# Expository Preaching Videos - Preach the Word!



## C. Matthew McMahon (May 1, 2017)

In light of the 500th anniversary of the Reformation, and a desire to see further revival among Christians today, two topics I am highlighting at A Puritan's Mind for the whole year is a focus on Pastoral Theology and Expository Preaching. I've already posted a short series on Pastoral Theology. It is here on the board, and here at APM.

At this point, I'm going to go through a series on expository preaching. My intention, hopefully, and prayerfully, is to spark preachers to really _preach the Word_, and think through just what that means.
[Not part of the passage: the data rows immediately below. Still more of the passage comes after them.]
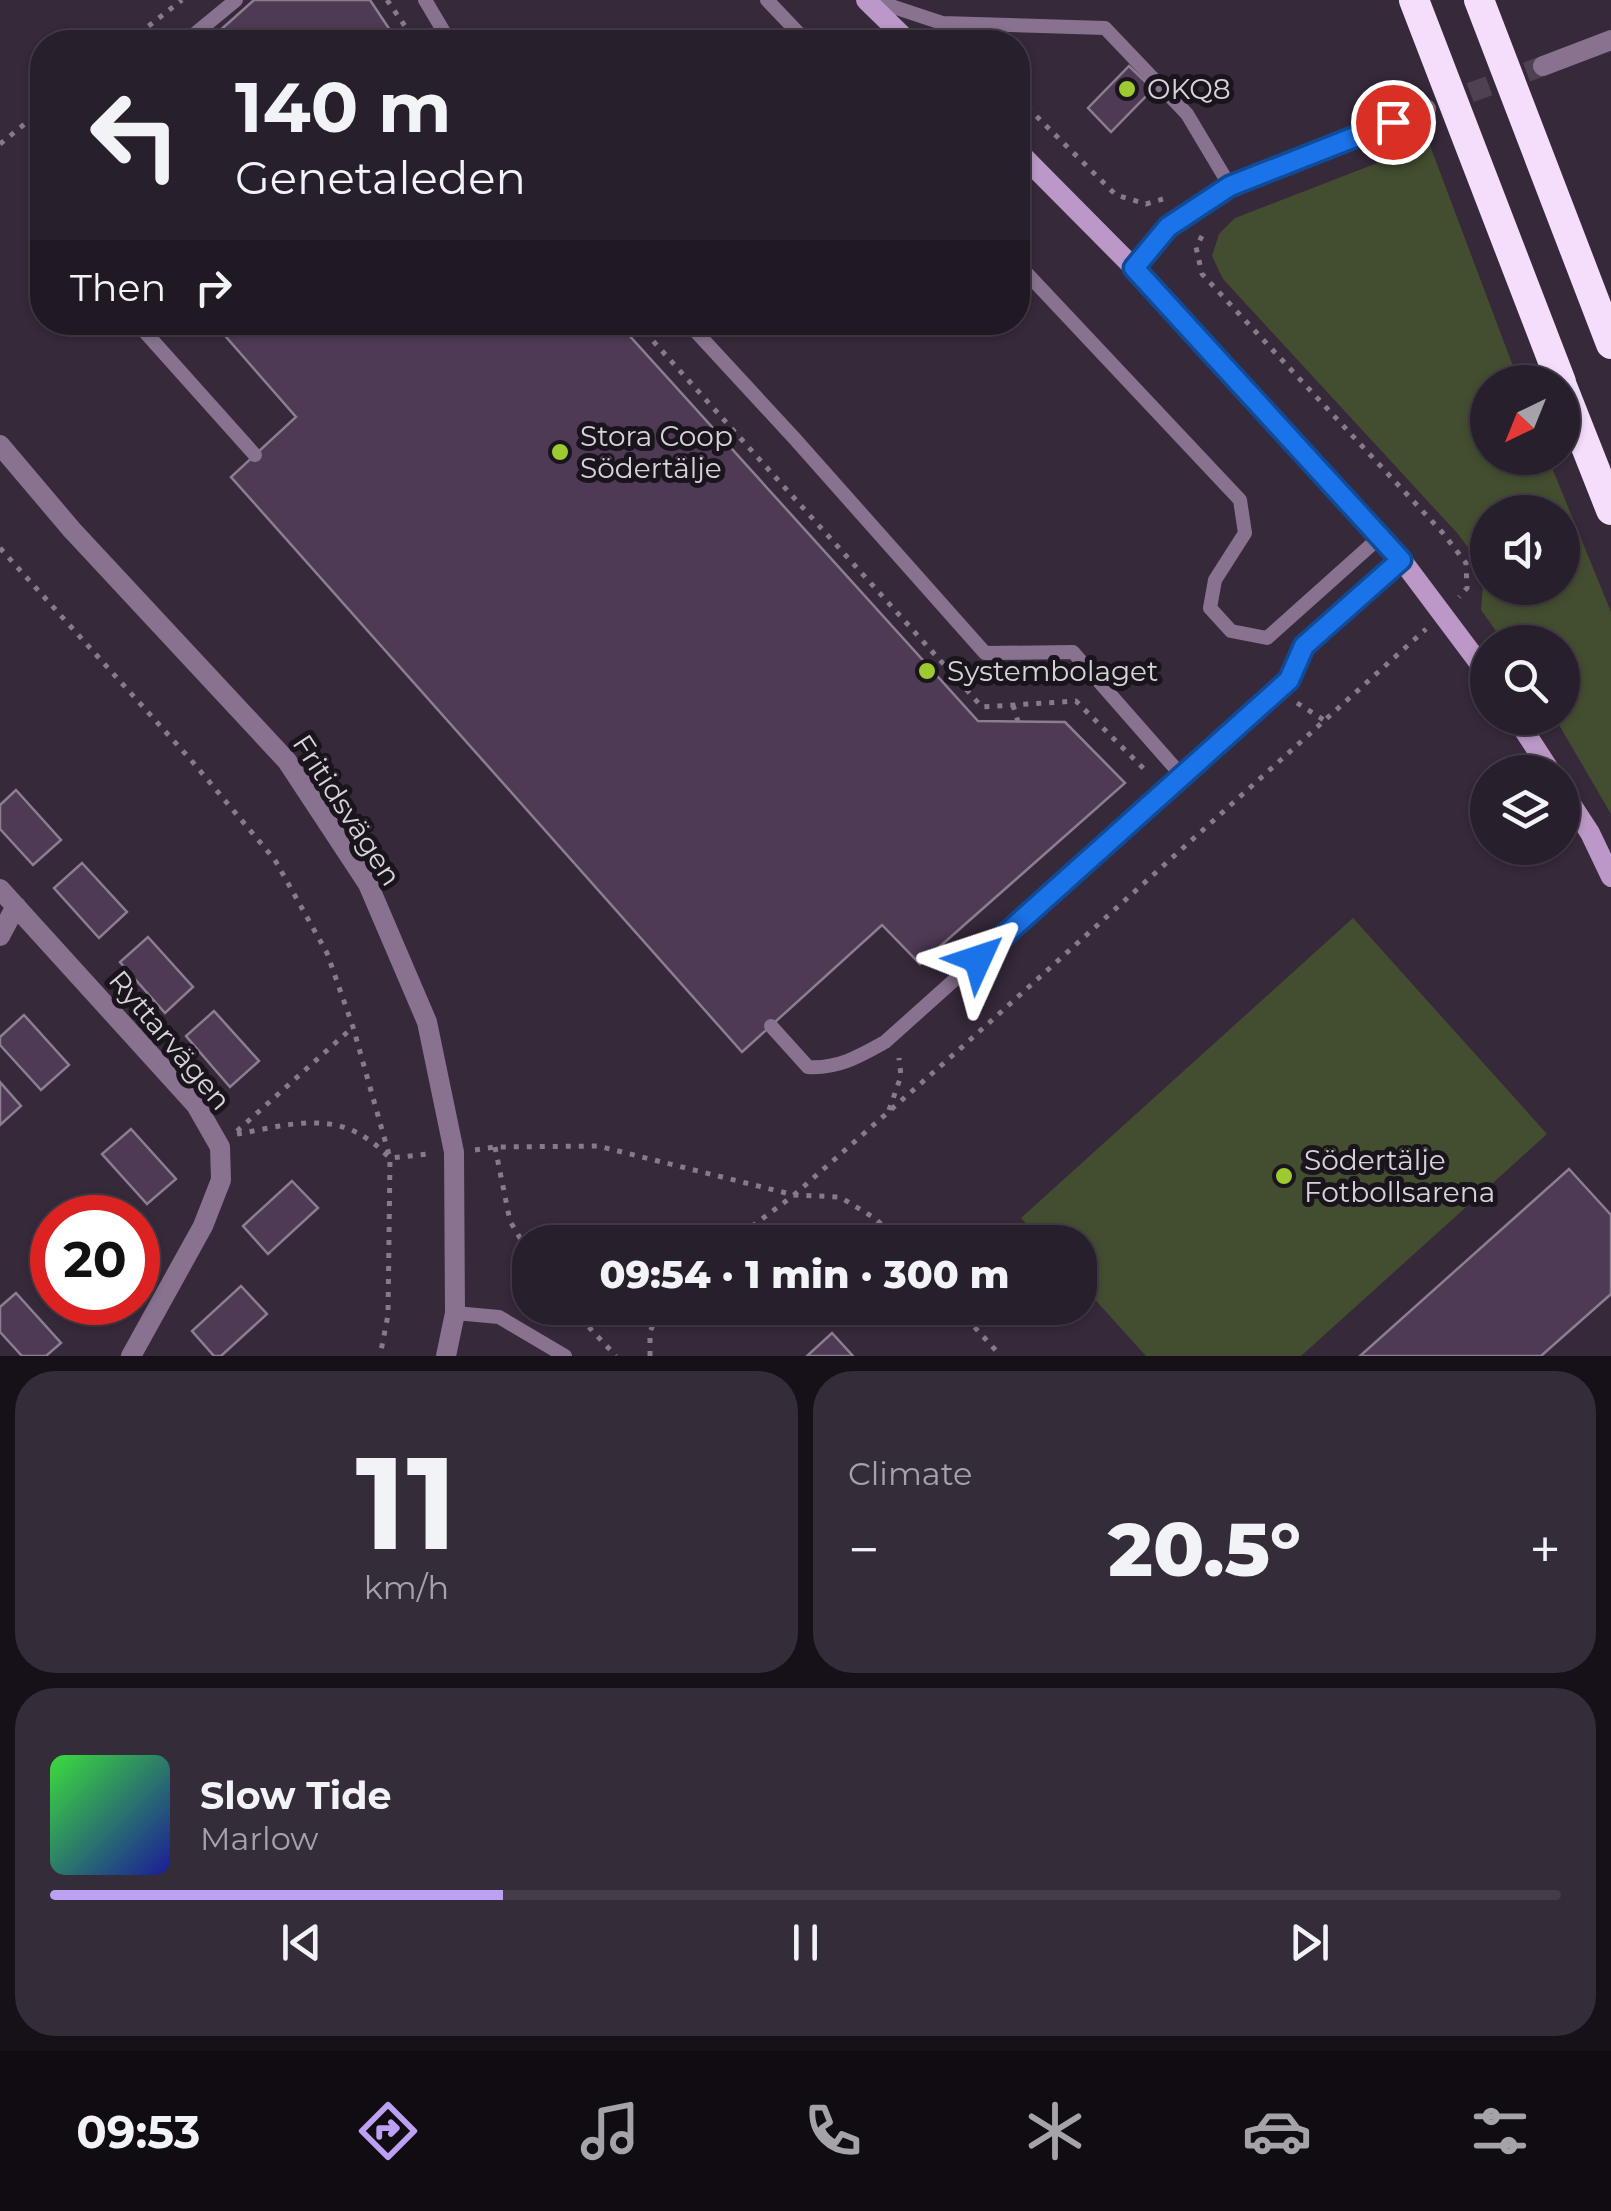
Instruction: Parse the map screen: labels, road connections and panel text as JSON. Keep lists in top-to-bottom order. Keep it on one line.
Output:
{"streets":{"street":["Fritidsvägen","Ryttarvägen"]},"places":["OKQ8","Stora Coop Södertälje","Systembolaget","Södertälje Fotbollsarena"],"north":"bottom left","page":{"turn":["140 m","Genetaleden"],"then":"Then","limit":"20","trip":"09:54 · 1 min · 300 m","tile":[["11","km/h"],"Climate"],"heat":["−","20.5°","+"],"song":["Slow Tide","Marlow"],"tabs":"09:53"}}
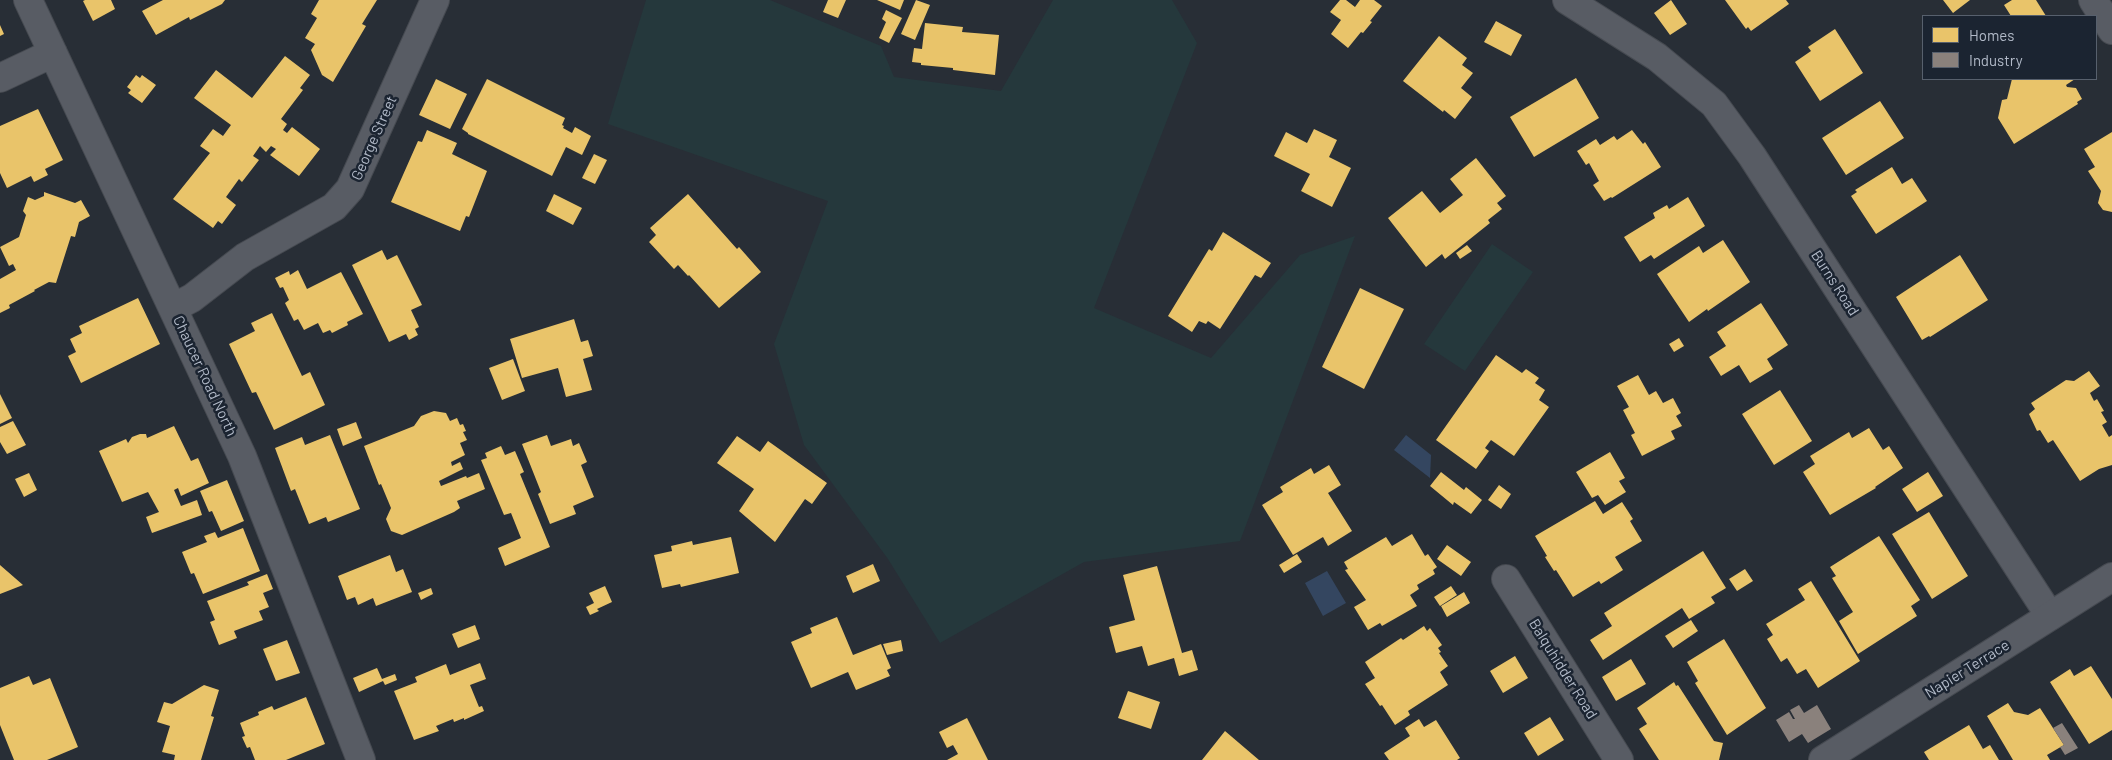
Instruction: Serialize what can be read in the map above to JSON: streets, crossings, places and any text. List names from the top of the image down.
{
  "streets": {
    "street": [
      "George Street",
      "Burns Road",
      "Chaucer Road North",
      "Balquhidder Road",
      "Napier Terrace"
    ]
  },
  "crossings": [
    ["George Street", "Chaucer Road North"],
    ["Burns Road", "Napier Terrace"]
  ],
  "legend": ["Homes", "Industry"]
}
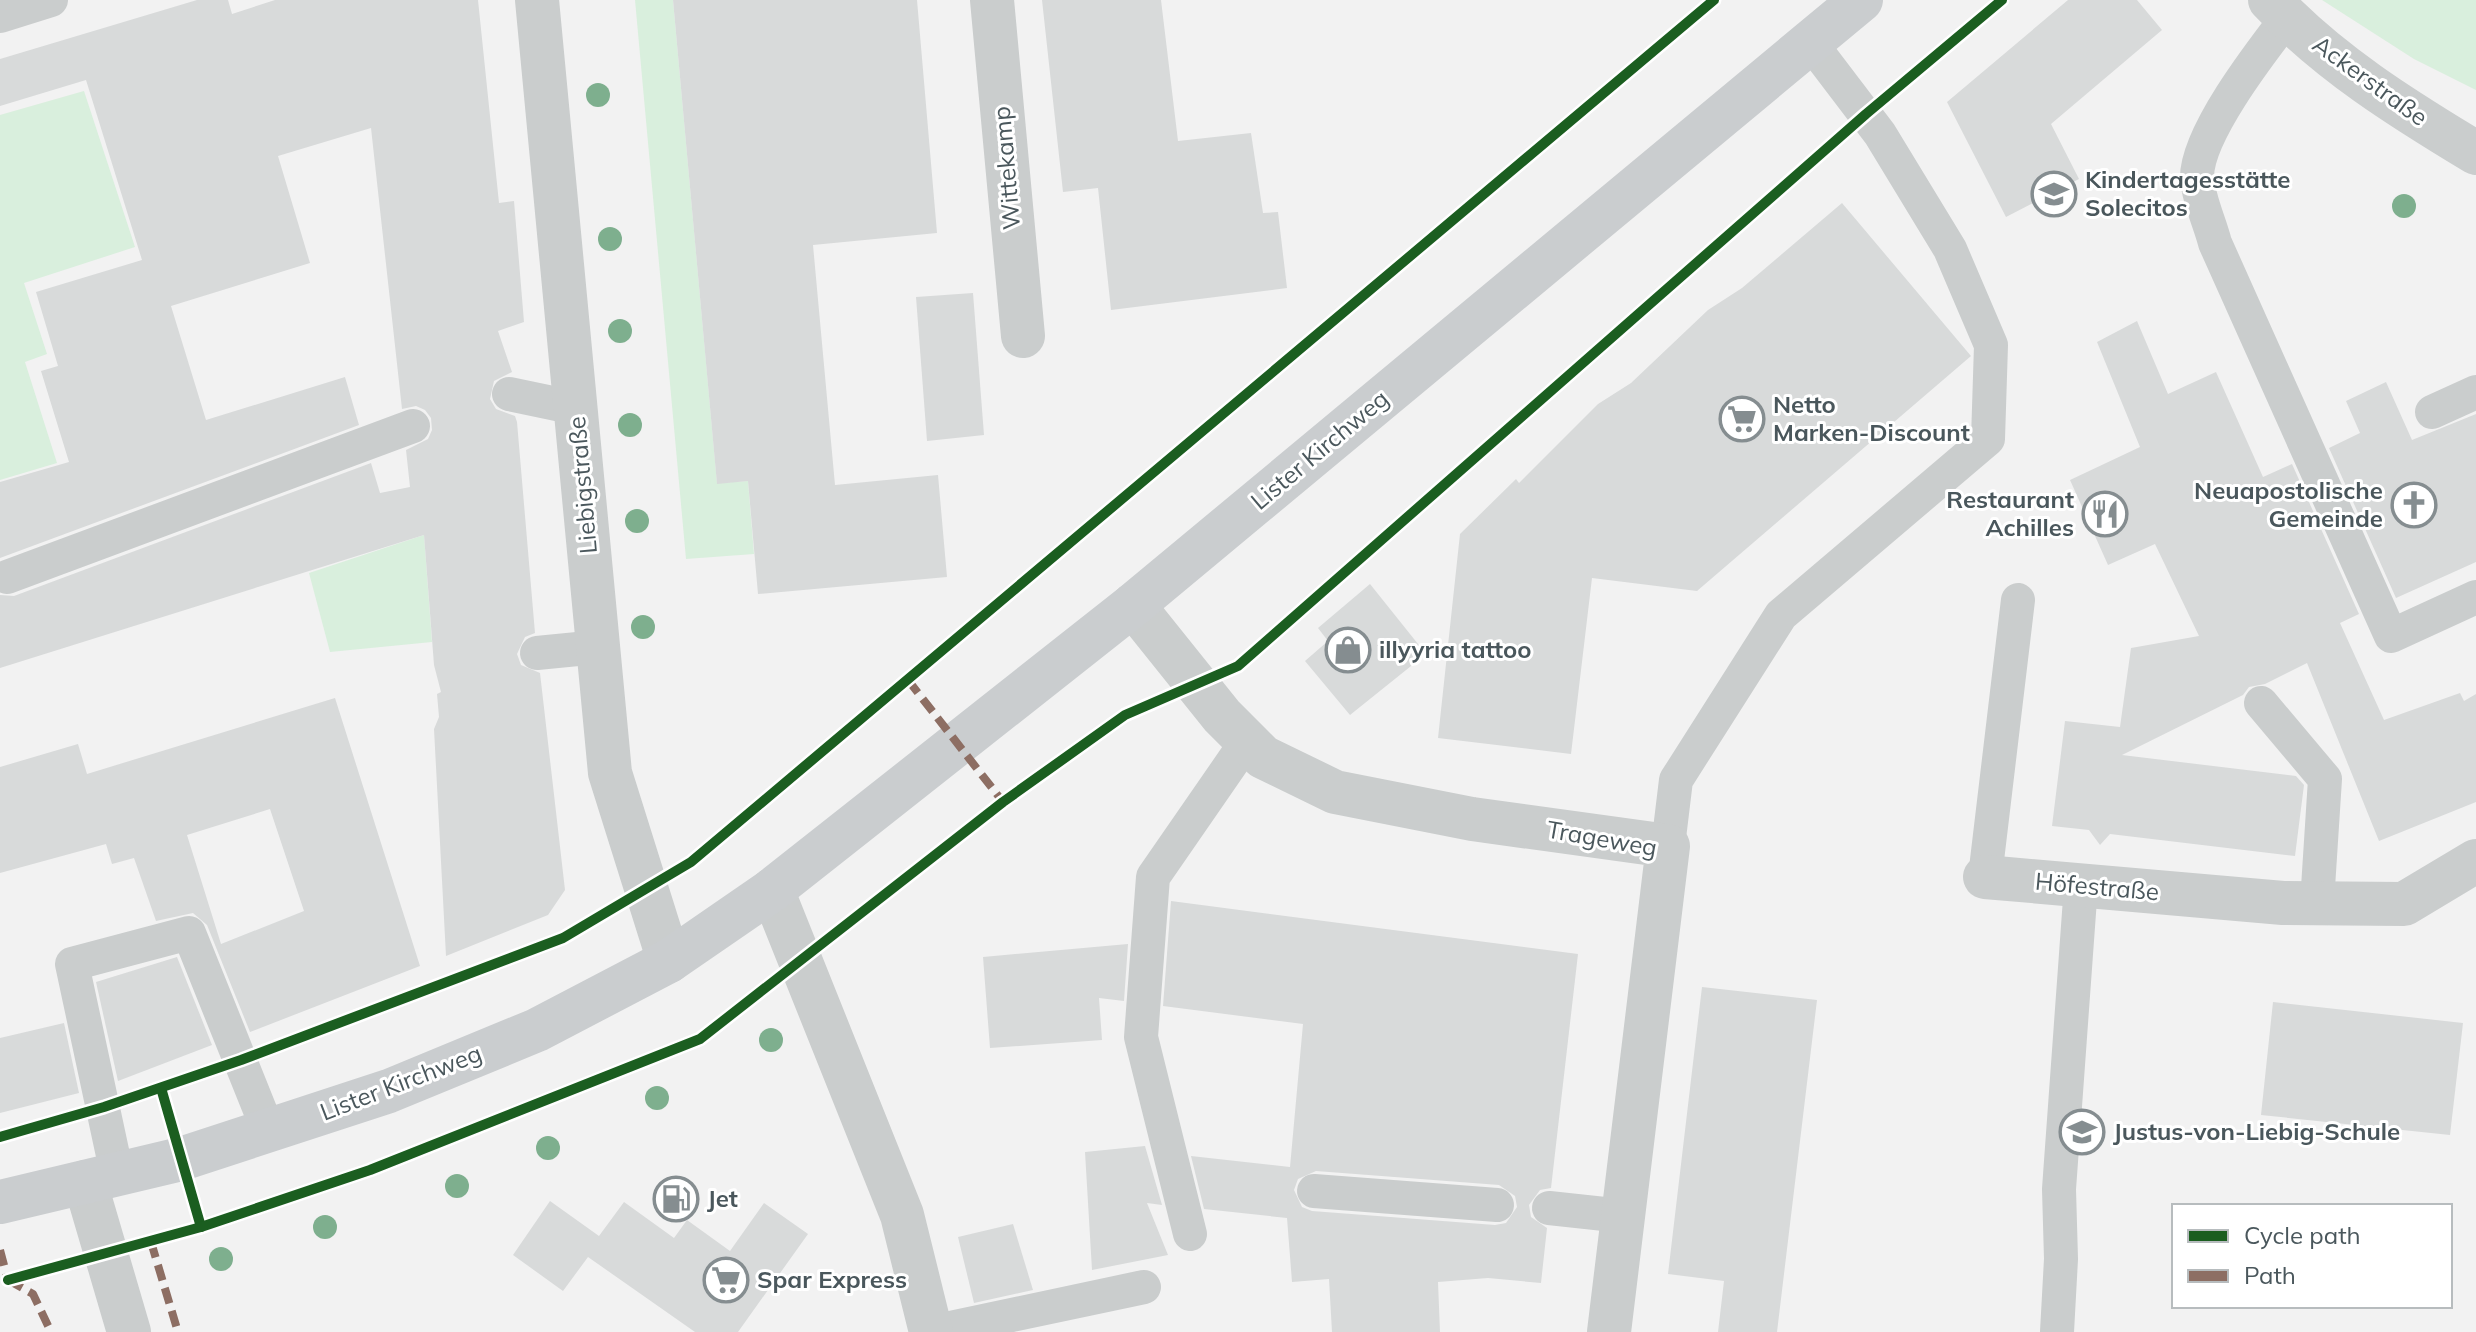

I've read and reread the best works on the subject, and I'm going to pull sections, quotes and such from them and expound on them a bit, while highlighting key Scriptures that direct and exhort preachers to preach in a specific manner. As John Brinsley said, with _boldness, faithfulness, and plainly_. And, in good homiletics, as William Perkins, John Strickland and Peter van Mastricht said, preachers should read the text, explain the text, pull a doctrine from the text, make some arguments about that doctrine, and then apply the doctrine to the lives of the people. 

Here is the first, which is an exhortation to _preach the word; i.e. _that expository preaching is the only way to truly preach, and the best method of preaching.
_



_


----------



## BG (May 2, 2017)

Looking forward to this series


----------



## C. Matthew McMahon (May 4, 2017)

Expository preaching is the best method of preaching. Preaching may be textual, topical, hortatory, doctrinal, practical, alarming, consolatory, on a long passage or on a short text of Scripture, and yet it is ALWAYS expository. 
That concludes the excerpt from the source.